Photo: Hospital beds

Clinicians and Advocates Discuss the Challenges of Seclusion

After a federal initiative to eliminate restraint and seclusion, the Massachusetts Department of Mental Health's (DMH) received funding to address this challenging issue.

DMH felt it was critical to obtain input from clinicians, patients, families, staff, and advocates such as The Transformation Center, a nonprofit organization of people with mental health conditions and their advocates, most of whom had either been restrained or secluded or had a family member restrained or secluded.

Although discussion about policy had been possible, multiple attempts to have more personal conversations about the deeply complex and highly emotional issue failed. There were numerous complicating factors, starting with the fact that clinicians, patients and advocates had never talked about the issue from a personal perspective. There was real danger of people feeling re-traumatized as they discussed these intense and sometimes traumatic experiences.

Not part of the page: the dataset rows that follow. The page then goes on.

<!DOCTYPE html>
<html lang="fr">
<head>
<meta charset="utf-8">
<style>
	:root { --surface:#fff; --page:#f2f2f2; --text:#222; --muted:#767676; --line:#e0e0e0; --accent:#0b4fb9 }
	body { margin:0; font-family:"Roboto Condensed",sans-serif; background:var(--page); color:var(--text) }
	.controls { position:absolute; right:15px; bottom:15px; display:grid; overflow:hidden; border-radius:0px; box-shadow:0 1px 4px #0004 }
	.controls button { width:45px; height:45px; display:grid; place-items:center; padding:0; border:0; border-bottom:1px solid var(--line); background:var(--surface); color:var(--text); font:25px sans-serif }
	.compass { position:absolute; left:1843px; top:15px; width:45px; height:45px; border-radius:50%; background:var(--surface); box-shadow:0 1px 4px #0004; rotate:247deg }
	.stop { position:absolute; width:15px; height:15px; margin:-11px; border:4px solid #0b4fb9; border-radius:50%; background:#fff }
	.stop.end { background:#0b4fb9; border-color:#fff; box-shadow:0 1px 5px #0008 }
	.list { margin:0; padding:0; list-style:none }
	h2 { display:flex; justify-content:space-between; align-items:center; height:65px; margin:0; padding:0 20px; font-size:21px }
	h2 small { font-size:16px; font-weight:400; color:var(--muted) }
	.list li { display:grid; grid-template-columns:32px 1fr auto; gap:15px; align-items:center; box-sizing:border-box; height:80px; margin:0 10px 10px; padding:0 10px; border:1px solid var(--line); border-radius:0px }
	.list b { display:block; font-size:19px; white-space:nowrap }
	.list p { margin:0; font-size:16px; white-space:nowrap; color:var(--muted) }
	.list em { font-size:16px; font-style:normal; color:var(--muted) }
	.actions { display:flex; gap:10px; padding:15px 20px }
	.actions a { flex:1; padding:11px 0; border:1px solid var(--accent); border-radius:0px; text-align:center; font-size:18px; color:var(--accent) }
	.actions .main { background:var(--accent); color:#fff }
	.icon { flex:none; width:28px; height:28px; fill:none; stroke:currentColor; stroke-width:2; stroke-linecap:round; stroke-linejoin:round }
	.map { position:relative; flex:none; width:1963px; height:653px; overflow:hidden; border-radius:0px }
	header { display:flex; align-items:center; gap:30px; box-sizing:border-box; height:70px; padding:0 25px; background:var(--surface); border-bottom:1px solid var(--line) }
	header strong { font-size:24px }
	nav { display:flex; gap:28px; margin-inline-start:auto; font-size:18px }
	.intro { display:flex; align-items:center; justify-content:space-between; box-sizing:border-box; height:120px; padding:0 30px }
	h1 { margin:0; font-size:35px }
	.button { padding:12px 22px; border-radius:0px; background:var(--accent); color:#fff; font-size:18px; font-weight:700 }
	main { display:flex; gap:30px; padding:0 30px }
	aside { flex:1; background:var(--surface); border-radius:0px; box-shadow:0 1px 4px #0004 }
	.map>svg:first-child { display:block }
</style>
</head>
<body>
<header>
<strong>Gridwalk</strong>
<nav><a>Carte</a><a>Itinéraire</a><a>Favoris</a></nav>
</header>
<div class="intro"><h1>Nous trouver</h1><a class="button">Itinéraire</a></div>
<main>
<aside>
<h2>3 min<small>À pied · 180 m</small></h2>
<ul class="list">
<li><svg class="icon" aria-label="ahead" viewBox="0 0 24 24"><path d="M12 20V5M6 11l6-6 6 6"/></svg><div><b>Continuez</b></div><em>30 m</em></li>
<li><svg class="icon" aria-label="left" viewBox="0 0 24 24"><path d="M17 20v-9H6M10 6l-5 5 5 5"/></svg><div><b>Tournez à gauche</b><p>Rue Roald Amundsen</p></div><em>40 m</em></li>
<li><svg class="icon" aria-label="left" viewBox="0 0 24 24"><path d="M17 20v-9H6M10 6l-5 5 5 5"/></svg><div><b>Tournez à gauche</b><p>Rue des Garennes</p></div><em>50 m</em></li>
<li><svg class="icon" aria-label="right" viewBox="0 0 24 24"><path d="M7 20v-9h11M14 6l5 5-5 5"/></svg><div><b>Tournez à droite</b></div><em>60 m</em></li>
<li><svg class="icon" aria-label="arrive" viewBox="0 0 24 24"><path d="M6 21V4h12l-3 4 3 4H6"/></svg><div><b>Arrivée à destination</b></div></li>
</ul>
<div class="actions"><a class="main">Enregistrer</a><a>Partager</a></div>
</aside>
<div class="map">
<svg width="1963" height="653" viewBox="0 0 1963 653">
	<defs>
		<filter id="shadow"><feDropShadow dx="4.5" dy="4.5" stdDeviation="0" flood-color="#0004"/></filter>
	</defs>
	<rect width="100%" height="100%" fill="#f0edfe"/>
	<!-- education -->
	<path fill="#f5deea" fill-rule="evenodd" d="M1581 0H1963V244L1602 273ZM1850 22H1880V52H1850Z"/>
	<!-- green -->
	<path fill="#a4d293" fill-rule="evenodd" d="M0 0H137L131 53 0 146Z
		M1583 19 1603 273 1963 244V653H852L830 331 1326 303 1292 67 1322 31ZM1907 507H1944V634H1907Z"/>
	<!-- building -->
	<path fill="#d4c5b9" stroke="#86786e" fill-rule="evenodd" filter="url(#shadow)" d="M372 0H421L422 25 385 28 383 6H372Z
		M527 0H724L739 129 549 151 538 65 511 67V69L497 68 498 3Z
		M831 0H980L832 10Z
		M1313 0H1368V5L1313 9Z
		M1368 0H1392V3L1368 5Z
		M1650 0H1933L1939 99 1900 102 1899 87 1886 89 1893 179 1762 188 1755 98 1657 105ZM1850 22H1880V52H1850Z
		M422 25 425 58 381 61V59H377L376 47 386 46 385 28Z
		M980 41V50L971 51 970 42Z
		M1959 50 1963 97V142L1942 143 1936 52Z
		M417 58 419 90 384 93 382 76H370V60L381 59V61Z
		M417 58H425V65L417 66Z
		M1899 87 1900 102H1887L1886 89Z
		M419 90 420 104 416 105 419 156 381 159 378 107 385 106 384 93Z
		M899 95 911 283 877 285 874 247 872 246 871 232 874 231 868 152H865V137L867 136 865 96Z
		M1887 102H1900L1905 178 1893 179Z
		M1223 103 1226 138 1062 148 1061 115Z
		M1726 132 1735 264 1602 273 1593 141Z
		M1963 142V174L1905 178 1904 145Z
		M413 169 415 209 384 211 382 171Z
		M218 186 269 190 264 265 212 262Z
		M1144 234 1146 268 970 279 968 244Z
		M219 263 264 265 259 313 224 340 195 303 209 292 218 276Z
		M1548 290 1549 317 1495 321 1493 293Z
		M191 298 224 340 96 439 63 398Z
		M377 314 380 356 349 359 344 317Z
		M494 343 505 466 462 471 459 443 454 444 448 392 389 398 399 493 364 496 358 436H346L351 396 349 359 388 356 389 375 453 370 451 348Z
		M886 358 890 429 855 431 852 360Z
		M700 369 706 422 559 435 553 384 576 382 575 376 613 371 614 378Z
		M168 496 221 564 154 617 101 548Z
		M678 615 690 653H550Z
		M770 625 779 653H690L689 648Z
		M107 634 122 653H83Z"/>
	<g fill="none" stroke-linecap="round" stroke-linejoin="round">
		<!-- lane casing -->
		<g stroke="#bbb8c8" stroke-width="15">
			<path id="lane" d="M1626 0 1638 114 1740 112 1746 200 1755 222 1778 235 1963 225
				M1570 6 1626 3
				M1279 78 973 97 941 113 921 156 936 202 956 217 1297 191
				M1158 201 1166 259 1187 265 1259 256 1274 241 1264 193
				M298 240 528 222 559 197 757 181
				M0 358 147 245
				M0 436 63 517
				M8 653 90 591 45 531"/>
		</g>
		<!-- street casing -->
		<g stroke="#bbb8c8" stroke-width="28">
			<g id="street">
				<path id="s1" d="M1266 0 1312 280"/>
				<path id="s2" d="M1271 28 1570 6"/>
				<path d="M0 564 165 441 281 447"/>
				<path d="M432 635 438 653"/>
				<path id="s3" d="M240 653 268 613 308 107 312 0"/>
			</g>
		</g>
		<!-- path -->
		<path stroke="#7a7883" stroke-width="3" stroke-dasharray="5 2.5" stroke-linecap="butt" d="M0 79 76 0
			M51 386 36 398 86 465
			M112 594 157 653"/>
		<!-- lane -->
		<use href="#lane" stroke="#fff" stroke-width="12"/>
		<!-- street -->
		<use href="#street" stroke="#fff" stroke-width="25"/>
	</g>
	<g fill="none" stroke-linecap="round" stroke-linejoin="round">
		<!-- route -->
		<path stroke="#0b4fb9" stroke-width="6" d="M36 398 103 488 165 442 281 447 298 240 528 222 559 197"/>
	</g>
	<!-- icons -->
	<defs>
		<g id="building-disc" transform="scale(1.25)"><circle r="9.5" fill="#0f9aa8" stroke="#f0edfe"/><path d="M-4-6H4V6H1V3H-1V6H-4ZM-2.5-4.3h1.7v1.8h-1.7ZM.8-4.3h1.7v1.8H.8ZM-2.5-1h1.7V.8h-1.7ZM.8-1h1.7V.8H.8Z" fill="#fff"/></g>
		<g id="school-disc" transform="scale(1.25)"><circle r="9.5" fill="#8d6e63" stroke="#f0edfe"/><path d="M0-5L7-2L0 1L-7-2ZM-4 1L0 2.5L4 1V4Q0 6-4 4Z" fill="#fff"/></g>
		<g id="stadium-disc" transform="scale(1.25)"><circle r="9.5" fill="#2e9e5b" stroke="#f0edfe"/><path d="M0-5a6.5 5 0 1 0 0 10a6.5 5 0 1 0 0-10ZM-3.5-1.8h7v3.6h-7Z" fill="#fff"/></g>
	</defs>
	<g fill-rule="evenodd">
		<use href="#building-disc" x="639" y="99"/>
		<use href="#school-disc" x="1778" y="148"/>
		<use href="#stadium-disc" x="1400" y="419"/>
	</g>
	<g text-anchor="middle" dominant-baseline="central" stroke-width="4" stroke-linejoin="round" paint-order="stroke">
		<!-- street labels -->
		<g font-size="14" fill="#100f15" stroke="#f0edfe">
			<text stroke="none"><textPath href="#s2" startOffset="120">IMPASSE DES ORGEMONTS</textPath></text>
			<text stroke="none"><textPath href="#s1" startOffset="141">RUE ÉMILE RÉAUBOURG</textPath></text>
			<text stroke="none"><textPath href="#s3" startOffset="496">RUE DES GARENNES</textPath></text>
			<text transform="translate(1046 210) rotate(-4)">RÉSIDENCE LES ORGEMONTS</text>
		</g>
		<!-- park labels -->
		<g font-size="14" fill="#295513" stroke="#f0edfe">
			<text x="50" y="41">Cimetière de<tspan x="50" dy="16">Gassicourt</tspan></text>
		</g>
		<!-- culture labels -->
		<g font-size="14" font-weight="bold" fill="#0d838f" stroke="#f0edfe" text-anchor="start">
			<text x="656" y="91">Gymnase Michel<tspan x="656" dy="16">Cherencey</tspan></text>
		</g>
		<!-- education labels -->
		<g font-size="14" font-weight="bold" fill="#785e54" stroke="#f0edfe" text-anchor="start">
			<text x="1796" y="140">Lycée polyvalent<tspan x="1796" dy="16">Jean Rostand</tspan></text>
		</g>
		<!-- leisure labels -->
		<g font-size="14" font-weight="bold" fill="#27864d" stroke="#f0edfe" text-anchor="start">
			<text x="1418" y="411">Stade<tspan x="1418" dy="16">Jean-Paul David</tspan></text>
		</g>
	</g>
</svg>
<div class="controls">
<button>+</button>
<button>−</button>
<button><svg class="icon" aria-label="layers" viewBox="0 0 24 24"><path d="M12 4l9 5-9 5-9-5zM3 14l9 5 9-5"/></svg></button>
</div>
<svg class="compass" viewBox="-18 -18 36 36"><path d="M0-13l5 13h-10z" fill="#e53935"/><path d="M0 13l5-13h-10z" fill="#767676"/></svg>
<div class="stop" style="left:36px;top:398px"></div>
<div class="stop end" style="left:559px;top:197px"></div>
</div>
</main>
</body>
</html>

Finally, the issue was complicated by long-standing questions and concerns about these techniques as an effective and necessary means of keeping patients from hurting themselves, staff, and each other.

A Dialogue About Mental Health

Essential Partners (then the Public Conversations Project) facilitated a dialogue with senior members of the clinical and administrative DMH staff, most of whom had authorized, administered, and/or witnessed restraints and seclusion, as well as representatives from The Transformation Project.

In essence, EP's charge was to help mental health advocates, people living with mental health conditions, and clinical staff speak about these emotionally charged experiences and develop the trust needed to work together to reduce the use of restraint and seclusion in Massachusetts.

Transformation and Collaboration

Through in-depth work with each group separately, Essential Partners helped participants open up about their hopes and fears. This prepared them for a series of subsequent dialogues.

When the groups finally came together, they were able to share their personal stories and listen to each other in a new way. Relationships were transformed, communication was changed, and the two groups not only worked together, but went on to jointly design and hold a conference.